Autologous mature DCs (1 × 105 cells/well) were adenovirally transduced to express CML66, and cultured with thawed post-DLI CD3+ T cells (2 × 106 cells/2ml) with IL-7 (10 ng/ml; Endogen Inc., Woburn, MA) on day 0 and IL-2 (100 IU/ml; Amgen, Thousand Oaks, CA) starting on day 1. Medium was replenished twice weekly with fresh IL-2. Ten days following this single stimulation, CD8+ T cells were immunomagnetically-selected (Miltenyi Biotec, Auburn CA), and tested by ELISpot against autologous matured DCs pulsed with various pools of CML66-derived overlapping peptides (10 µg/ml/peptide). Reactive T cells were expanded using irradiated peptide 66–72-pulsed autologous EBV cells in the presence of 1% PHA and 100 IU/ml of recombinant IL-2. This population was further enriched by selection of cells secreting IFNγ in response to peptide 72-pulsed autologous EBV cells (IFN-γ Catch Reagent, Miltenyi Biotec, Auburn CA), and cloned by limiting dilution on feeder cells (irradiated allogeneic PBMC and EBV cells, with 100 U/ml recombinant human IL2 and PHA). Clones displaying specific anti-CML66 reactivity (see assays below) were further expanded using similar culture conditions.

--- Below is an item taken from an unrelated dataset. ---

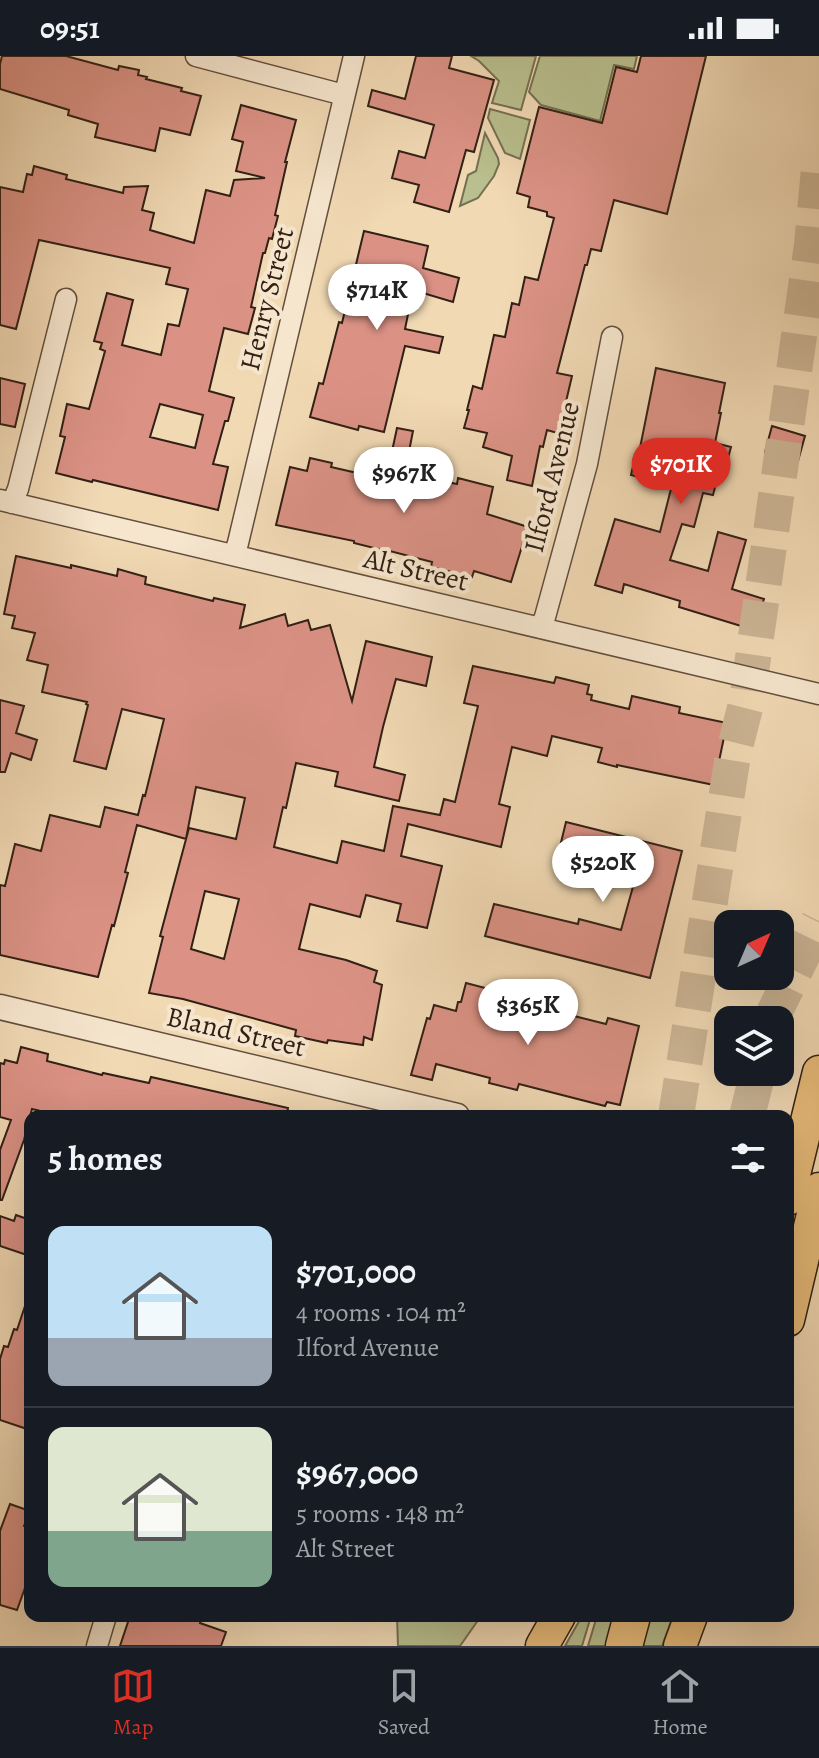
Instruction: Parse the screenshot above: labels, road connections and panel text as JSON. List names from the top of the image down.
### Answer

Cytolytic assays were performed with Europium-labeled target cells (PerkinElmer, Wellesley MA) per manufacturer’s directions. Target cells (5,000 cells/well) were labelled for 30 minutes with Europium, washed extensively, co-incubated at different effector-to-target cell ratios in triplicate for 2 hours, and specific Europium release was measured. ELISpot was performed using peptide-pulsed target cells (50,000 cells/well) coincubated with 200–1000 T cell clones/well in duplicate in ELISpot plates (Millipore, Billerica, MA) for 24 hours. Interferon-γ secretion (IFNγ) was detected using capture and detection antibodies as directed (Mabtech AB, Mariemont, OH) and imaged (ImmunoSpot Series Analyzer; Cellular Technology, Cleveland, OH). To test dependence on class I of T cell reactivity, ELISpot plates were first coated with APCs in the presence of class I blocking antibody (W6/32) for 2 hours at room temperature, prior to introduction of T cells into the wells. Antigen-specific T cell reactivity was also detected by IFNγ secretion assay, per manufacturer’s recommendations (Miltenyi Biotec, Auburn CA), and labelled cells were analyzed by flow cytometry (Beckman-Coulter FC500).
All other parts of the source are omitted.